LEARNING TO PLAY
What if you could engage the members of your congregation in thinking creatively about the complaints that often float around any community of people? In my previous blog, I demonstrated a method of engaging a trusted companion in “playing with” the complaints we often confront in ministry. This time, I want to expand that idea to engage your congregation in the conversation. My assumption is that if you can get them to “play with” complaints, everyone steps back and the atmosphere becomes more comfortable.
INVITING PARTICIPATION
A problem with discussing any issue in a congregation is that only a minority of the congregation will come to any meeting or gathering of the congregation. If they know there is a specific issue to be discussed, some will avoid it because they are uncomfortable with possible tension.
Our modern technology has provided us with a way to enlarge the conversation and ease the discomfort. Most congregations have or can secure the email addresses of most of their members. One alternative is that you send an email to yourself and Blind Copy to the other people in the congregation, thus preserving their privacy. Someone with a modest familiarity with social media can show you how to use a service like Mail Chimp to develop a mailing list with your congregation. If you send out an electronic newsletter, you probably already have that service in one form or another. A fourth possibility would be to set up a private Facebook community. The size of your congregation may help you decide on your method of engaging them in this conversation.
Once you have chosen your method, you send a message inviting them to participate in an internet conversation about complaints, community, and faith. Explain to them that you have shared in some conversation about how the natural tendency to share a complaint or doubt with someone holds the potential of showing a path to growing in the faith.
RULES OF THE GAME
Explain that you are going to invite all the members of the congregation to help you build two lists. The first list will be the naming of common complaints that exist in the congregation. Small complaints and large ones are all part of the community. The second list will be the type of religious doubts that participants think exist within the membership of the church. Invite them to reply with a couple of sentences or even a few words.

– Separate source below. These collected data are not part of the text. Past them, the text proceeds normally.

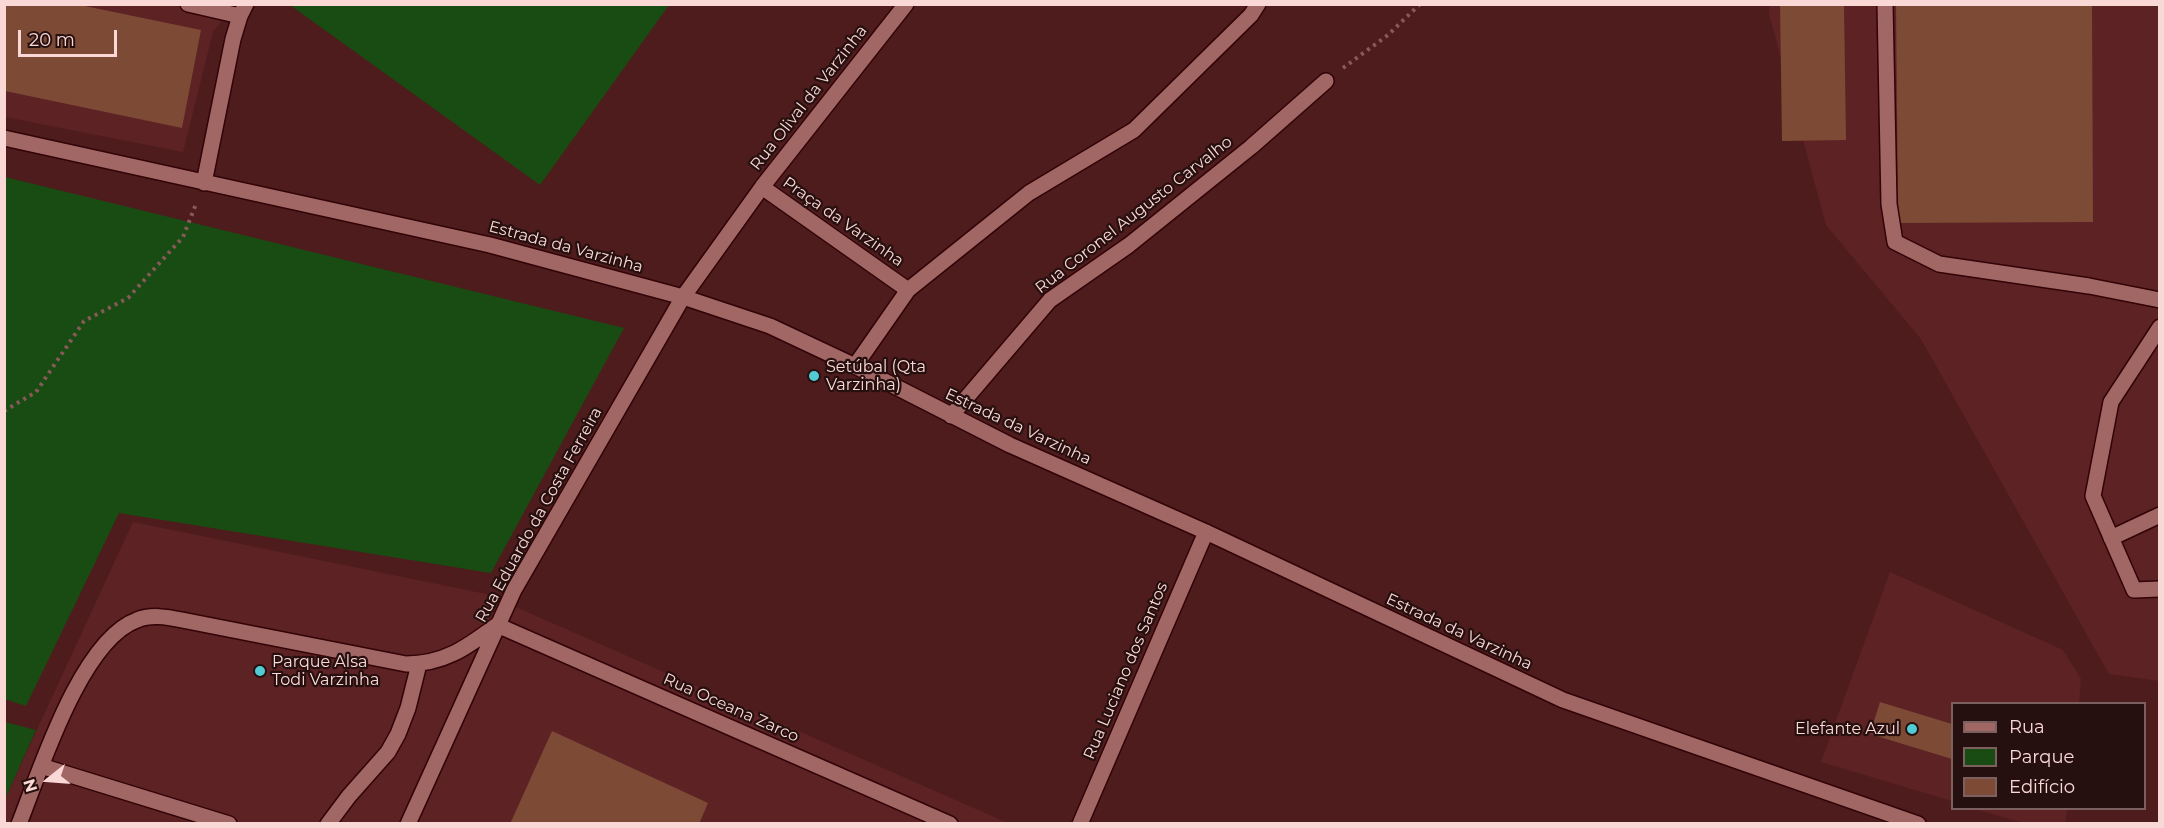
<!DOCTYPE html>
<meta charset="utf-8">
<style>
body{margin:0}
#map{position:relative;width:2164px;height:828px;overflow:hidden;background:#4f1c1d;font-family:Montserrat,sans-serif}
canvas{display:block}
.frame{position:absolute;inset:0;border:6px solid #fad8d6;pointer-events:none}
.legend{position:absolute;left:1951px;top:702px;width:195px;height:108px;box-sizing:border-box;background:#26100f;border:2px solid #7b605f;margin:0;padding:8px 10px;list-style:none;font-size:18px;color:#fad8d6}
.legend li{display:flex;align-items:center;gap:12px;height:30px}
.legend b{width:30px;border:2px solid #7b605f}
.north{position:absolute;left:18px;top:750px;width:60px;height:60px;-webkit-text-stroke:4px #26100f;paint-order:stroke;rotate:253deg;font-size:16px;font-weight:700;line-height:24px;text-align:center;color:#fad8d6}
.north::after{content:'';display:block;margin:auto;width:21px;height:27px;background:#fad8d6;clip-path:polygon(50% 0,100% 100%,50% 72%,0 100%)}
.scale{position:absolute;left:18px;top:30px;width:99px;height:27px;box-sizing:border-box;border:3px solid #fad8d6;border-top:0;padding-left:8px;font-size:18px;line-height:21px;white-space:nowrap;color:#fad8d6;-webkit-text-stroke:4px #26100f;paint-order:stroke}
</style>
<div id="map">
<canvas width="2164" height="828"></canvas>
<div class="frame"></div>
<ul class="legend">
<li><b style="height:8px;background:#a16765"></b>Rua</li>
<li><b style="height:16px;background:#184c12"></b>Parque</li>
<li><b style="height:16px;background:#7d4a36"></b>Edifício</li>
</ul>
<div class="north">N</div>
<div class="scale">20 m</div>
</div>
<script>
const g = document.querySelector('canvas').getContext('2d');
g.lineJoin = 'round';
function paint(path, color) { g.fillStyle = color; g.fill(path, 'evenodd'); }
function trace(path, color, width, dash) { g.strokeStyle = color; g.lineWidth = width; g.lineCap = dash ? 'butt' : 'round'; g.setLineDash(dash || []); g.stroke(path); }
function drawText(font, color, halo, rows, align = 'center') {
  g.font = font + ' Montserrat,sans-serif'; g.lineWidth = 4.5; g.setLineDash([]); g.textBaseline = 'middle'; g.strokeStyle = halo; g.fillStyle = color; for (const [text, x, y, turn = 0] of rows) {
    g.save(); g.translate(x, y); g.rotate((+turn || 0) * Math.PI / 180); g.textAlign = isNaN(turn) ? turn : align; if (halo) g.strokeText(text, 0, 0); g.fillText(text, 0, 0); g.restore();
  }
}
paint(new Path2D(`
 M 1770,4 L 2159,5 L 2159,681 L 2109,674 L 1921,339 L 1826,225 L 1769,14 Z
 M 4,5 L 233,5 L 213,32 L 183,152 L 5,117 Z
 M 133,522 L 486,594 L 1008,823 L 5,824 L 5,799 Z
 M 1890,572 L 2063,650 L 2081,679 L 2079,703 L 1952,704 L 1952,801 L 1821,762 Z
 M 1976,809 L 2067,808 L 2067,809 L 2065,823 L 2027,824 Z`), '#5d2224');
paint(new Path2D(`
 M 290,5 L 669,5 L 540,185 Z
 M 5,177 L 624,328 L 491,573 L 119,513 L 26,706 L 4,699 Z
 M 5,722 L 36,730 L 5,799 L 4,722 Z`), '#184c12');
paint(new Path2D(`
 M 1780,4 L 1844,4 L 1846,140 L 1782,141 Z
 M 1896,4 L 2092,4 L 2093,222 L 1898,223 Z
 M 5,5 L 80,5 L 201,30 L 182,128 L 5,91 Z
 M 1880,702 L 1952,724 L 1952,759 L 1870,734 Z
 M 552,731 L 708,803 L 699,824 L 510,824 Z`), '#7d4a36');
const lane = new Path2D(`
 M 1885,4 L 1889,204 L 1895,242 L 1939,264 L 2089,286 L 2160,300
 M 2160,327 L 2111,402 L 2093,496 L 2134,590 L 2160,589
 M 2111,538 L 2160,515
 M 41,766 L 229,824
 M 19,824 C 40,771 81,640 137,620 C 151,614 167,617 182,620 L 406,664 C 445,664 467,647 497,625 L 950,824
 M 328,824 L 349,796 L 388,752 L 398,734 L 408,708 L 419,664
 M 408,824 L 514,590 L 683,297`);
const street = new Path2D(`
 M 188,4 L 240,16
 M 4,138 L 490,245 L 683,297 L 770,326 L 855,366 L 1010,445 L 1206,532 L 1563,700 L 1918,824
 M 204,183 L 233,39 L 240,16 L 246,4
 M 762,187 L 906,4
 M 908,290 L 1029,193 L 1134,130 L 1251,15 L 1258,4
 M 683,297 L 762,187 L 908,290 L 855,366
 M 951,416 L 1050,300 L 1129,245 L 1251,147 L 1326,81
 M 1080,824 L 1206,532`);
trace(lane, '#320307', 18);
trace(street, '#320307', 18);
trace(new Path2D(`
 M 1343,68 L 1388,35 L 1420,4
 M 4,411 L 36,392 L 84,321 L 128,298 L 183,237 L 196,204`), '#875a5a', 4, [3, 4.5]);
trace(lane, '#a16765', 15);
trace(street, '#a16765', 15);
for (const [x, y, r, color] of [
 [814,376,6,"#51ccd4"],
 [260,671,6,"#51ccd4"],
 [1912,729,6,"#51ccd4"]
]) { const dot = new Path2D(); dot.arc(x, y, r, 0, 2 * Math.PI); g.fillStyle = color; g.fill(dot); trace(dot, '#26100f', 2); }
drawText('16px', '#fad8d6', '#26100f', [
 ["Rua Olival da Varzinha",809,98,-52],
 ["Rua Coronel Augusto Carvalho",1134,215,-38],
 ["Praça da Varzinha",843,222,35],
 ["Estrada da Varzinha",566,247,15],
 ["Estrada da Varzinha",1018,427,25],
 ["Rua Eduardo da Costa Ferreira",539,515,-61],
 ["Estrada da Varzinha",1459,632,25],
 ["Rua Luciano dos Santos",1126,671,-67],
 ["Rua Oceana Zarco",731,708,24]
]);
drawText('16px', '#fad8d6', '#26100f', [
 ["Setúbal (Qta",826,367],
 ["Varzinha)",826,385],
 ["Parque Alsa",272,662],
 ["Todi Varzinha",272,680],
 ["Elefante Azul",1900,729,"right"]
], 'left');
</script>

Tell them that you will compile the two lists, without names attached, and return it to the congregation for comment. Explain that what you are doing is building a picture of their congregation and the context in which our faith needs to develop.
When the two common lists are returned to the congregation, ask them to review the list and choose a few of the items that suggest certain theological doctrines or faith ideas that might address these issues. For example, if a complaint was that the church is cold and unfriendly, that might suggest exploring the idea of Christian hospitality. If people thought a lot of people held doubts about the viability of the command to turn the other cheek, one might want to explore the idea of Christian forgiveness.
THE CHURCH AS TRAINING GROUND
We will continue this conversation in the next blog but I leave you with this thought. What if God understands that the church is made up of ordinary people with the same strengths and weaknesses as the rest of the world? What if God has gathered the church together and provided the resources–Scripture, prayer, hymns, study, etc.–as a contained community in which people can learn to face the common issues of life with an alternative approach? Can the church be a laboratory in which we experiment with alternative ways of living in ways that are pleasing to God. Not all experiments are successful but that just means we need to keep experimenting.